START Dataset records
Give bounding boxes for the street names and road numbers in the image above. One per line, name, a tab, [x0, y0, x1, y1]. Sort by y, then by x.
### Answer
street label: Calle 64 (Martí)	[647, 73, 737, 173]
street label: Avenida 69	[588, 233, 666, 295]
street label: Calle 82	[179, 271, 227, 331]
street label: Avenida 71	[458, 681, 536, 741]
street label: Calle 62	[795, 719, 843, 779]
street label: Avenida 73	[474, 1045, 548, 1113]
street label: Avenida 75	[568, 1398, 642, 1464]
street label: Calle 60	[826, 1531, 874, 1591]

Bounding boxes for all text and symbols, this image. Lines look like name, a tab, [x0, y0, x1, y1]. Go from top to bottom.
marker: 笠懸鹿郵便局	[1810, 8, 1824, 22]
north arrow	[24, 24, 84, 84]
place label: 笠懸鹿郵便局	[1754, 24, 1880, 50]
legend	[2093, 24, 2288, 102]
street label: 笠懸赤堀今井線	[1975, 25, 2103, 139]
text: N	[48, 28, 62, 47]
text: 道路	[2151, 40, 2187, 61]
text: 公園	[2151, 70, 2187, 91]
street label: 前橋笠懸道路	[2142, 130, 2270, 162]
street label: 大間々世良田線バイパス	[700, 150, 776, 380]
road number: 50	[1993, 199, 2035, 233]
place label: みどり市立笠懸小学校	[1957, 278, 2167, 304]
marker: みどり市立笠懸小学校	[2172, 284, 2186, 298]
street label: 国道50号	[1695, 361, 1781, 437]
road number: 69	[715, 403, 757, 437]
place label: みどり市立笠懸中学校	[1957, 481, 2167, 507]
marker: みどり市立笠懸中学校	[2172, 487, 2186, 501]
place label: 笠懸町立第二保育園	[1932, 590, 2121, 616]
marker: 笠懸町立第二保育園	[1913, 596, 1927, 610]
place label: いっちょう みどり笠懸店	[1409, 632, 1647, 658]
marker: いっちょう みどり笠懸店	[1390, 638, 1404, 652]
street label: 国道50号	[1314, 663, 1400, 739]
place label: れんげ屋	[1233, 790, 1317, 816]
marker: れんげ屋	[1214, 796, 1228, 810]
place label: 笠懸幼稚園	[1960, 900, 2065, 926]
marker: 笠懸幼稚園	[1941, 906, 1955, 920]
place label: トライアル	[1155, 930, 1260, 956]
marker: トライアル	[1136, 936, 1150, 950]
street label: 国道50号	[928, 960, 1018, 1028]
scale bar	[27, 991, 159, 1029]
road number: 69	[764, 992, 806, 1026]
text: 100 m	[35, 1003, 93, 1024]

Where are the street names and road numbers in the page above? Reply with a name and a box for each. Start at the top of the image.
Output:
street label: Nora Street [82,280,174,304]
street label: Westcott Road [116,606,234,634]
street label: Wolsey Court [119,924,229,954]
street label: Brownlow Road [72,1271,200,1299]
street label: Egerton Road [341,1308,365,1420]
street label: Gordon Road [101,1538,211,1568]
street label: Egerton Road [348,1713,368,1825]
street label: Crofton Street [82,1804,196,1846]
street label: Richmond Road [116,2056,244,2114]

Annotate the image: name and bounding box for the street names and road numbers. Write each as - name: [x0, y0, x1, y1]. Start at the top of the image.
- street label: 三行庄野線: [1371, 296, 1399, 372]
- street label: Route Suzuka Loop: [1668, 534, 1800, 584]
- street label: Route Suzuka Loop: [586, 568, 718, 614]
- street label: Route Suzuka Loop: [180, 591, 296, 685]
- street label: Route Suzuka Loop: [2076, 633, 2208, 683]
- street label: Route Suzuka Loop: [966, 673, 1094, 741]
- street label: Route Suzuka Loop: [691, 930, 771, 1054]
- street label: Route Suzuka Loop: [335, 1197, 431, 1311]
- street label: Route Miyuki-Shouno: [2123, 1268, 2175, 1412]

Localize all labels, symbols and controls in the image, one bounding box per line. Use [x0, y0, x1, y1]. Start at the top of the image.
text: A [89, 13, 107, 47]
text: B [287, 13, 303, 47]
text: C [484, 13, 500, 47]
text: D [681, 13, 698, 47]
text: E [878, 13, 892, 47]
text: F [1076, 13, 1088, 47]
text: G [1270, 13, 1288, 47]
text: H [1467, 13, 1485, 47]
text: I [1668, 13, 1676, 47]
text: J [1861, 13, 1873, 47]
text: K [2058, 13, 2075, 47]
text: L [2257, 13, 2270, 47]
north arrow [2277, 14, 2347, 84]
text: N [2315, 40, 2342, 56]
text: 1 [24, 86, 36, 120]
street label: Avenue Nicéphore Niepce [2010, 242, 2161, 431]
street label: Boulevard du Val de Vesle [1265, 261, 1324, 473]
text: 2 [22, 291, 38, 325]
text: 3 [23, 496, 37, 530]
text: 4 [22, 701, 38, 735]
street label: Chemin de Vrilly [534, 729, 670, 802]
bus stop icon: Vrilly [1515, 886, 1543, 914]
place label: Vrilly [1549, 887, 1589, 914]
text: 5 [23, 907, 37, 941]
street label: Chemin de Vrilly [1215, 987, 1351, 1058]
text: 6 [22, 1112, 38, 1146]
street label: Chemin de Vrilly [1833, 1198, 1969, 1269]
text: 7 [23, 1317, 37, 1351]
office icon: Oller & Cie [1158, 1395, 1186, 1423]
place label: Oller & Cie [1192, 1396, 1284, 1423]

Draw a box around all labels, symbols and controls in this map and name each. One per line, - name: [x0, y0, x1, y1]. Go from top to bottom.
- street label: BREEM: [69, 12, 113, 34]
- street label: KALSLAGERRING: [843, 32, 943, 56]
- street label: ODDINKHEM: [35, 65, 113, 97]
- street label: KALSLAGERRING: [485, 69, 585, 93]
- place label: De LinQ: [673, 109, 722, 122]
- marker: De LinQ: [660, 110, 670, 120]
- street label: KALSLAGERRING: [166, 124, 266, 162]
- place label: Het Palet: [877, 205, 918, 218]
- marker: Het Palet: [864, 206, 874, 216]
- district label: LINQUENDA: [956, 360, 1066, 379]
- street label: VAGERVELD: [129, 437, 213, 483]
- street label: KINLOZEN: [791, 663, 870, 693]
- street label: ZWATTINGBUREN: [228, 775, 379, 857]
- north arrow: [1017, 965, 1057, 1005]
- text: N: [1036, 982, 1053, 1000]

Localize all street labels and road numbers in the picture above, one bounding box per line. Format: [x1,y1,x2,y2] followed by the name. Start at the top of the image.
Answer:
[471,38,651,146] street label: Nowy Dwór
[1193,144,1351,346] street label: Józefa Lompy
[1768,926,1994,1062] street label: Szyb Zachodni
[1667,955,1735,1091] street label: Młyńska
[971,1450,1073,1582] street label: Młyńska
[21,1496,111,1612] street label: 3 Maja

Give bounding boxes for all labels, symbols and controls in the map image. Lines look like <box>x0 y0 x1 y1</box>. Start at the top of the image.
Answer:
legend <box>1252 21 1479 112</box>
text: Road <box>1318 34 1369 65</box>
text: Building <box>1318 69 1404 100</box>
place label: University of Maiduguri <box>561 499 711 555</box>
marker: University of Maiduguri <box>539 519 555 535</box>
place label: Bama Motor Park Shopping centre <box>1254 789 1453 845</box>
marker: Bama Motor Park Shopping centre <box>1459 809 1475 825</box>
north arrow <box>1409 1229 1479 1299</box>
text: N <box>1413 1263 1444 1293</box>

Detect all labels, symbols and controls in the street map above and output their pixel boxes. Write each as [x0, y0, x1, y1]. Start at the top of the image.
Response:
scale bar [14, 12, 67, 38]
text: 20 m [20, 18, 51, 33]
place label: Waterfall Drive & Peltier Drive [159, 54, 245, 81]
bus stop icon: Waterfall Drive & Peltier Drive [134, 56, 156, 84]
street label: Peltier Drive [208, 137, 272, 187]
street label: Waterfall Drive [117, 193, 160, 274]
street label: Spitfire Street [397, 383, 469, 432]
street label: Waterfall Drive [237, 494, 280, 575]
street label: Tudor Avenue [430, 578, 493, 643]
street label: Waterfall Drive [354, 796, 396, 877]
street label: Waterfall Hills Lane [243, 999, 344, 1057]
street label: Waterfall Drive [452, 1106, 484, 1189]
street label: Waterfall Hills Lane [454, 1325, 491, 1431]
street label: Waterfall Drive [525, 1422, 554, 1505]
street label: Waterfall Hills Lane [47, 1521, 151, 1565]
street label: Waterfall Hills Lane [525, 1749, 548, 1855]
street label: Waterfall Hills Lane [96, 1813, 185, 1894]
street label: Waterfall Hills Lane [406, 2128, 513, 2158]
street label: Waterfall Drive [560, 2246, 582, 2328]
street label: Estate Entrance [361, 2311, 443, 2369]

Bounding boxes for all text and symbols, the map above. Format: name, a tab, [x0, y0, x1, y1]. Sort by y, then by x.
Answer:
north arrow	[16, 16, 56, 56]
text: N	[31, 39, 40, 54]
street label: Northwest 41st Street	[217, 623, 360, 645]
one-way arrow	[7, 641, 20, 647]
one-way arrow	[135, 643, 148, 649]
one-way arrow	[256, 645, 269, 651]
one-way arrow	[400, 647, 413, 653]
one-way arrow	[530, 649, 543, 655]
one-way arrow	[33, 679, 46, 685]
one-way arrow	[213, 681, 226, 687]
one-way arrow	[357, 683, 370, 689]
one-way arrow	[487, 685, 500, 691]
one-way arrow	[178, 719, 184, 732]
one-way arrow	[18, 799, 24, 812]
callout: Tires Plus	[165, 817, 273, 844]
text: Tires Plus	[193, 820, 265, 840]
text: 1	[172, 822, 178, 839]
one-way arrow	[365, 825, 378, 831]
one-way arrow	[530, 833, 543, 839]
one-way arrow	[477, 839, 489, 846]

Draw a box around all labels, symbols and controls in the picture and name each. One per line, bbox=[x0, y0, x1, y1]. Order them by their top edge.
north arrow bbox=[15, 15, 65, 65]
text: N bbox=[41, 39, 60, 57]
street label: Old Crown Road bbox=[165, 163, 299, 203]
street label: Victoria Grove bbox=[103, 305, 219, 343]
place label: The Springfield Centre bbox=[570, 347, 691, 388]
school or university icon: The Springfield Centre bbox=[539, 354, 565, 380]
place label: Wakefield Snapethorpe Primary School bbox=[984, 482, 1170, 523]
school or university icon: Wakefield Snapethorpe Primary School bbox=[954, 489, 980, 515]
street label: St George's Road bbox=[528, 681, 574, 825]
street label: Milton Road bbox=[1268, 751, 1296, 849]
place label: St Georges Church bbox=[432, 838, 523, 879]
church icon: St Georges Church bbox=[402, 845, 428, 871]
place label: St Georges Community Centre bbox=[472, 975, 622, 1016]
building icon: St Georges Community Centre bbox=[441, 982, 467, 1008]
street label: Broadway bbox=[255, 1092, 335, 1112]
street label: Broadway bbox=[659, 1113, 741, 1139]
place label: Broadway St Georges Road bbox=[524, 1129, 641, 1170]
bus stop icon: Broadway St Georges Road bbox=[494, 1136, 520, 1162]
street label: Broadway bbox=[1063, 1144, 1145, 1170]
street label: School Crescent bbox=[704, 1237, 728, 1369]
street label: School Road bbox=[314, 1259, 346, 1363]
END Dataset records
__Your goal__: Copy out each line in the preceding records that contains "Format".

__Response for this exercise__:
Localize all street labels and road numbers in the picture above, one bounding box per line. Format: [x1,y1,x2,y2] followed by the name. Start at the top of the image.
Bounding boxes for all text and symbols, the map above. Format: name, a tab, [x0, y0, x1, y1]. Sort by y, then by x.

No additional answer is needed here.